■ What you need to do: Copy the entries below verbatim, omitting any pictures they contain.

Saved data entries:
....
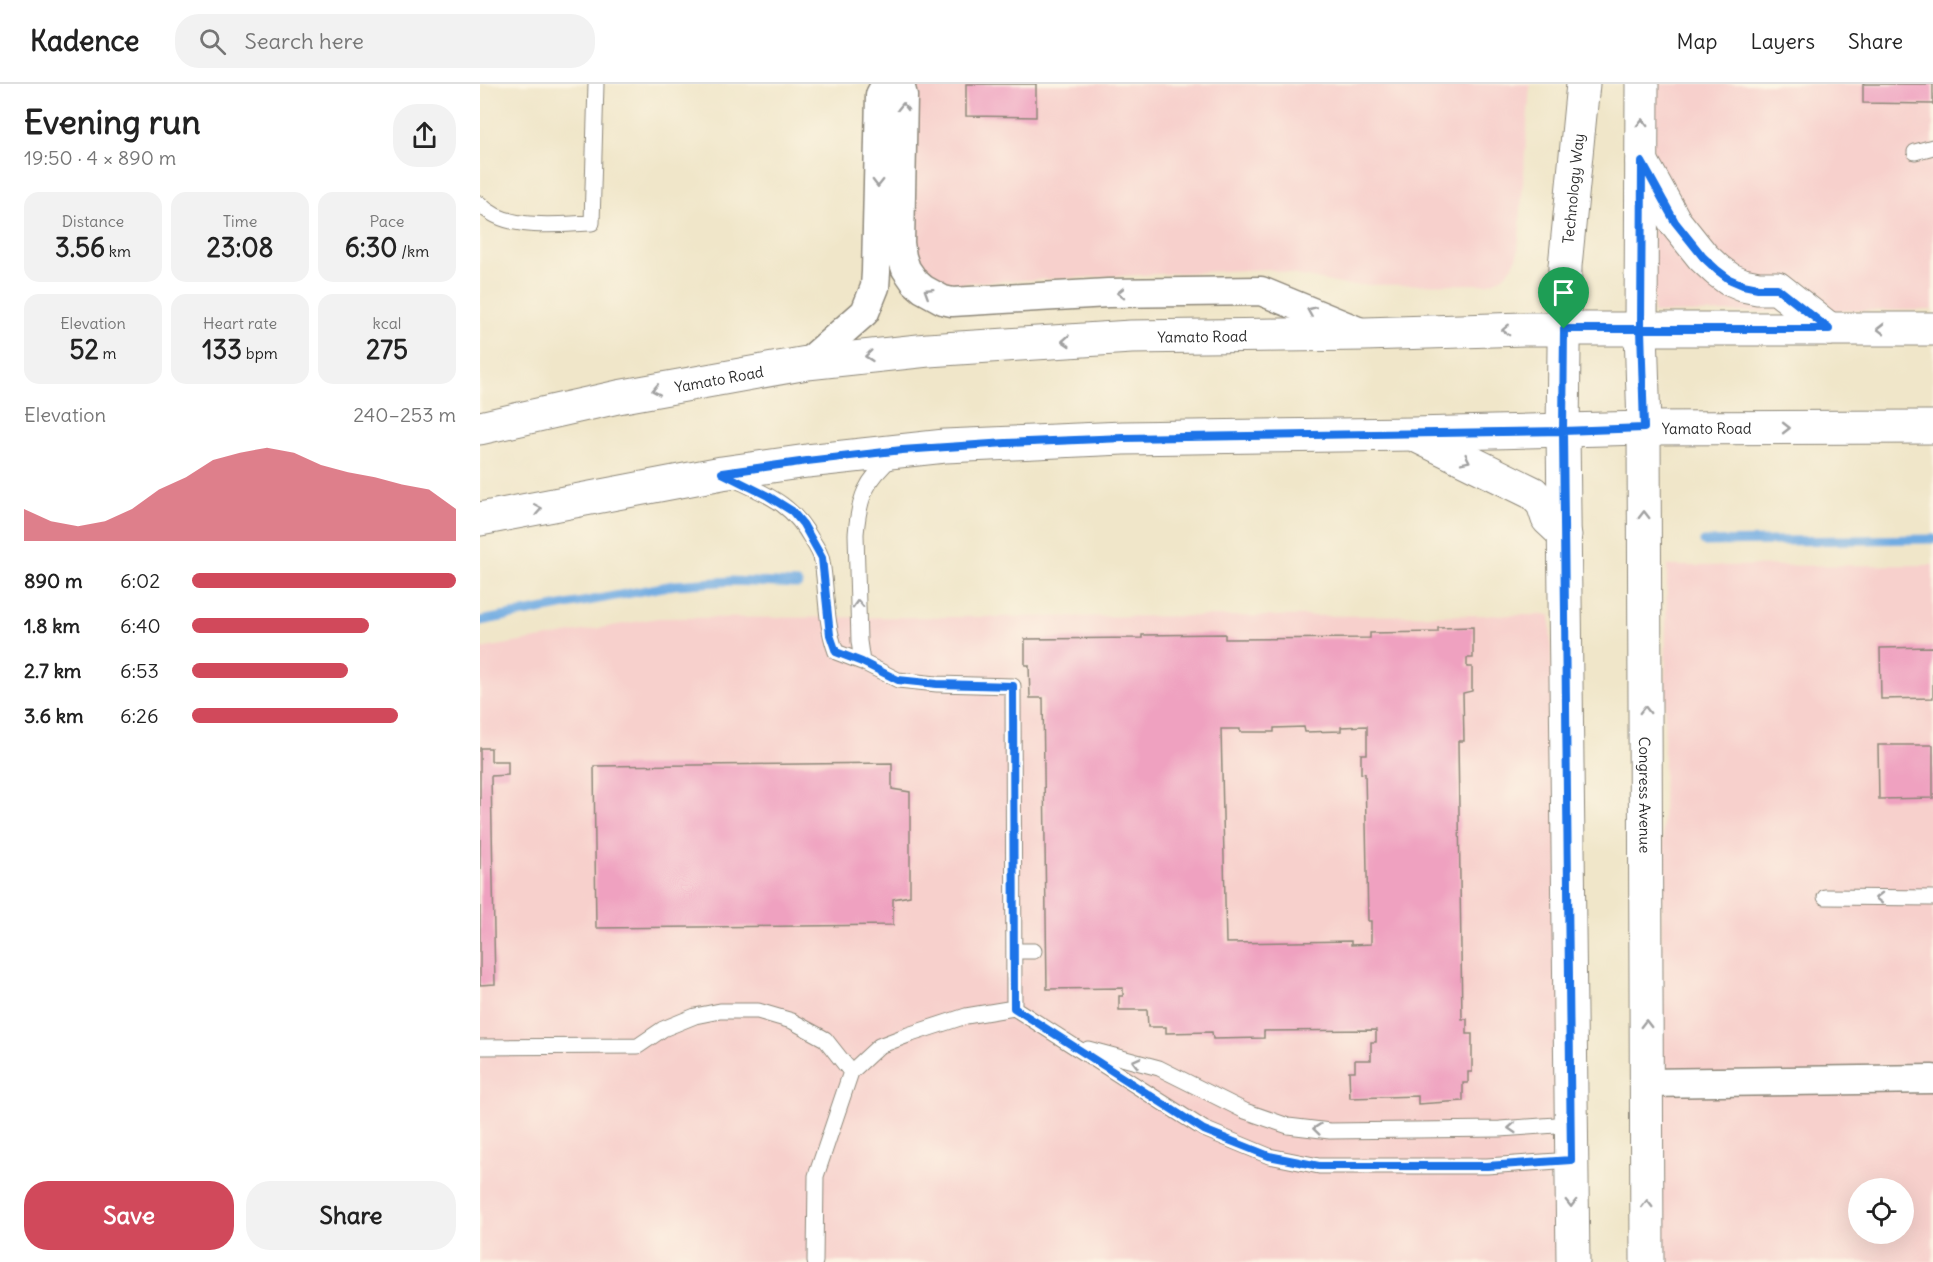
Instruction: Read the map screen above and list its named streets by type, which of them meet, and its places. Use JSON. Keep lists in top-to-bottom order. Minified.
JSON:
{"streets":{"main road":["Technology Way","Yamato Road","Congress Avenue"]},"crossings":[["Technology Way","Yamato Road"],["Yamato Road","Congress Avenue"]],"page":{"header":"Kadence","search":"Search here","nav":["Map","Layers","Share"],"heading":["Evening run","19:50 · 4 × 890 m"],"stats":[["Distance","3.56 km"],["Time","23:08"],["Pace","6:30 /km"],["Elevation","52 m"],["Heart rate","133 bpm"],["kcal","275"]],"chart":["Elevation","240–253 m"],"list":[{"name":"890 m","note":"6:02"},{"name":"1.8 km","note":"6:40"},{"name":"2.7 km","note":"6:53"},{"name":"3.6 km","note":"6:26"}],"buttons":["Save","Share"]}}
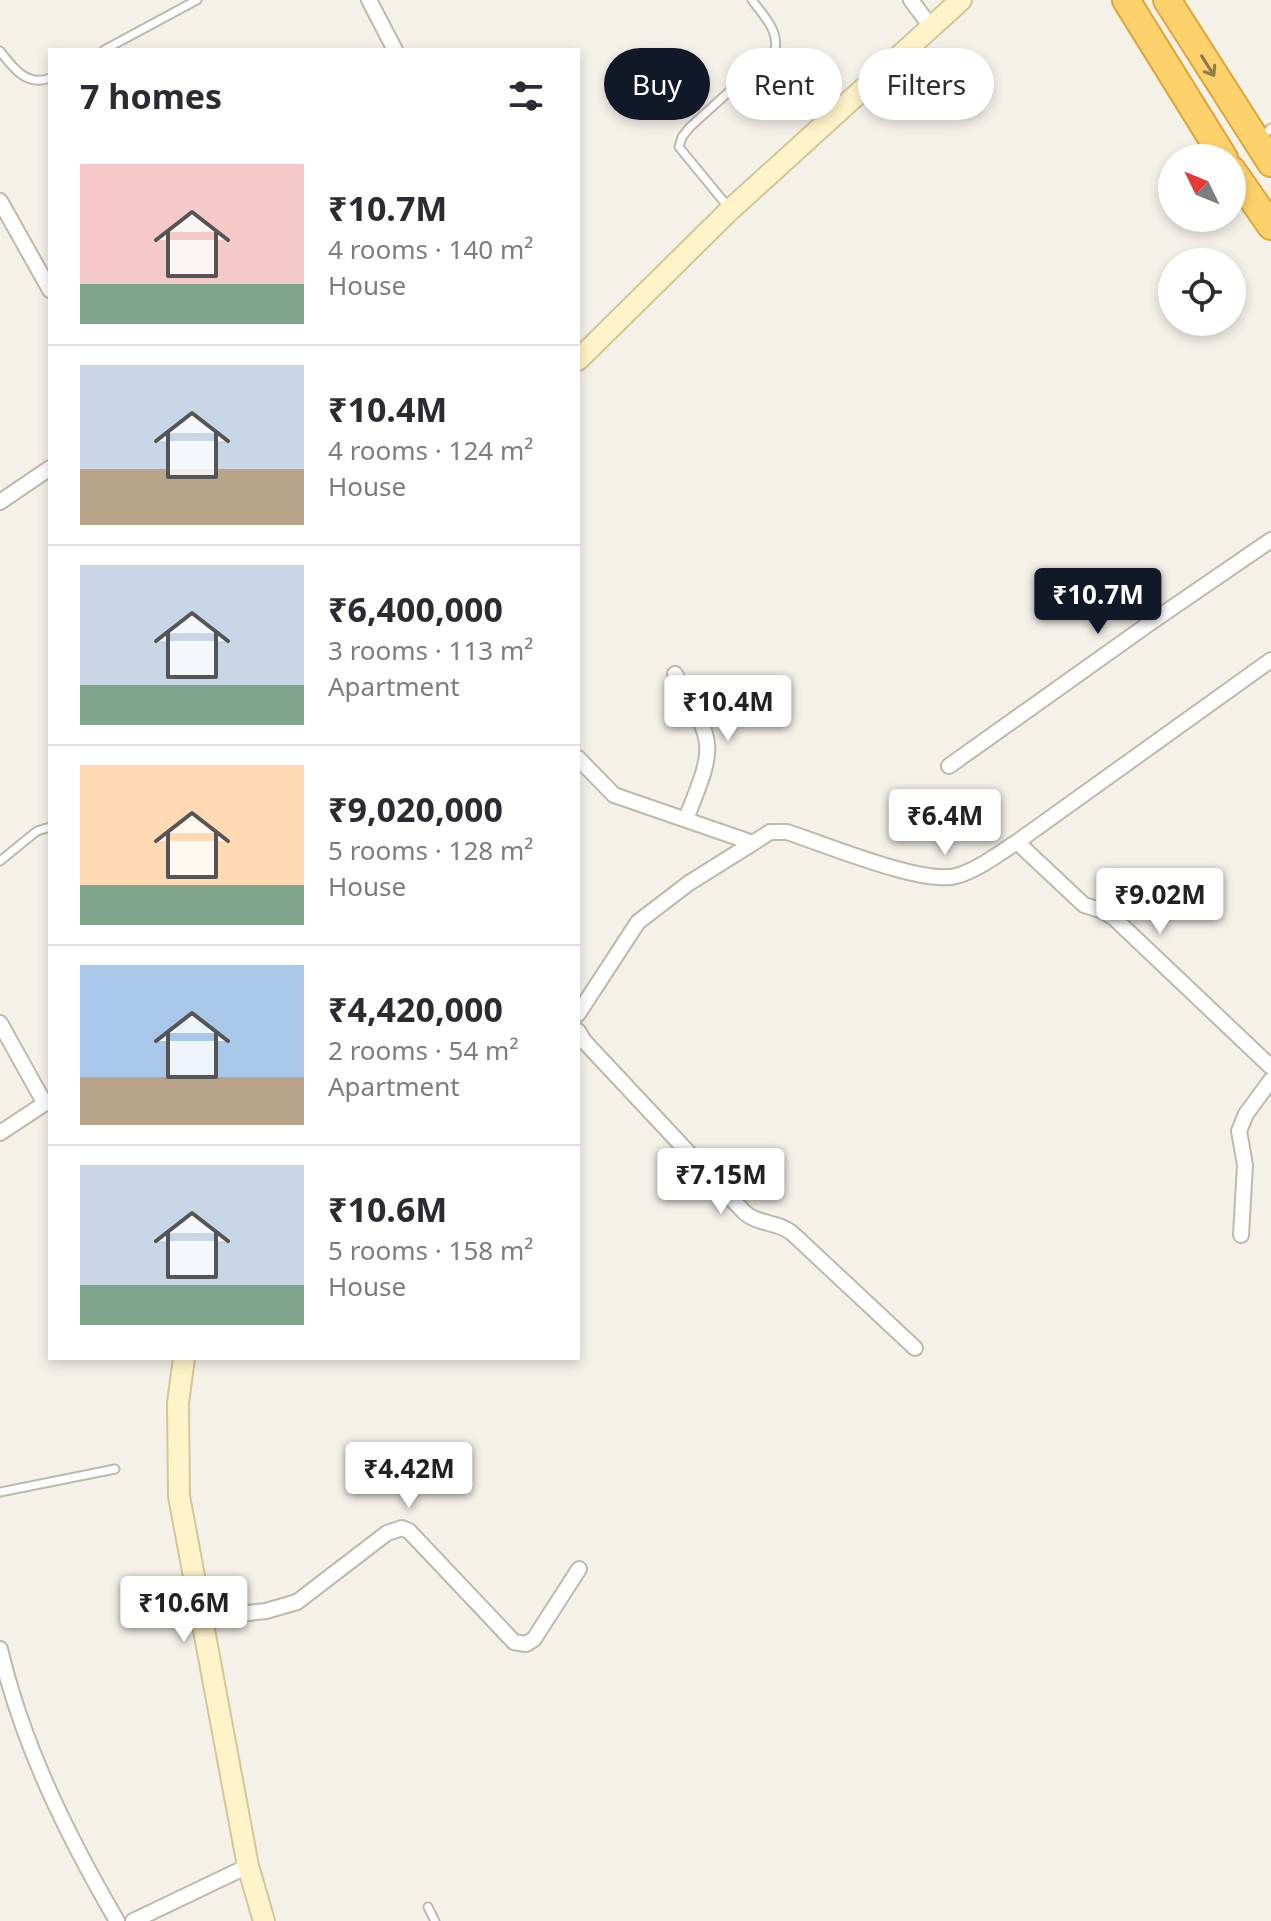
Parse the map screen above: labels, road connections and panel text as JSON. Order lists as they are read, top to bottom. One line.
{"north":"top left","page":{"chip":["Buy","Rent","Filters"],"heading":"7 homes","list":[{"name":"₹10.7M","note":"4 rooms · 140 m² · House"},{"name":"₹10.4M","note":"4 rooms · 124 m² · House"},{"name":"₹6,400,000","note":"3 rooms · 113 m² · Apartment"},{"name":"₹9,020,000","note":"5 rooms · 128 m² · House"},{"name":"₹4,420,000","note":"2 rooms · 54 m² · Apartment"},{"name":"₹10.6M","note":"5 rooms · 158 m² · House"}],"price":["₹10.7M","₹10.4M","₹6.4M","₹9.02M","₹7.15M","₹4.42M","₹10.6M"]}}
....
■ Output:
Instruction: Read the map screen above and list its named streets by type, which of them meet, and its places. Use JSON. Keep lists in top-to-bottom order. Minified.
JSON:
{"streets":{"main road":["Technology Way","Yamato Road","Congress Avenue"]},"crossings":[["Technology Way","Yamato Road"],["Yamato Road","Congress Avenue"]],"page":{"header":"Kadence","search":"Search here","nav":["Map","Layers","Share"],"heading":["Evening run","19:50 · 4 × 890 m"],"stats":[["Distance","3.56 km"],["Time","23:08"],["Pace","6:30 /km"],["Elevation","52 m"],["Heart rate","133 bpm"],["kcal","275"]],"chart":["Elevation","240–253 m"],"list":[{"name":"890 m","note":"6:02"},{"name":"1.8 km","note":"6:40"},{"name":"2.7 km","note":"6:53"},{"name":"3.6 km","note":"6:26"}],"buttons":["Save","Share"]}}
Parse the map screen above: labels, road connections and panel text as JSON. Order lists as they are read, top to bottom. One line.
{"north":"top left","page":{"chip":["Buy","Rent","Filters"],"heading":"7 homes","list":[{"name":"₹10.7M","note":"4 rooms · 140 m² · House"},{"name":"₹10.4M","note":"4 rooms · 124 m² · House"},{"name":"₹6,400,000","note":"3 rooms · 113 m² · Apartment"},{"name":"₹9,020,000","note":"5 rooms · 128 m² · House"},{"name":"₹4,420,000","note":"2 rooms · 54 m² · Apartment"},{"name":"₹10.6M","note":"5 rooms · 158 m² · House"}],"price":["₹10.7M","₹10.4M","₹6.4M","₹9.02M","₹7.15M","₹4.42M","₹10.6M"]}}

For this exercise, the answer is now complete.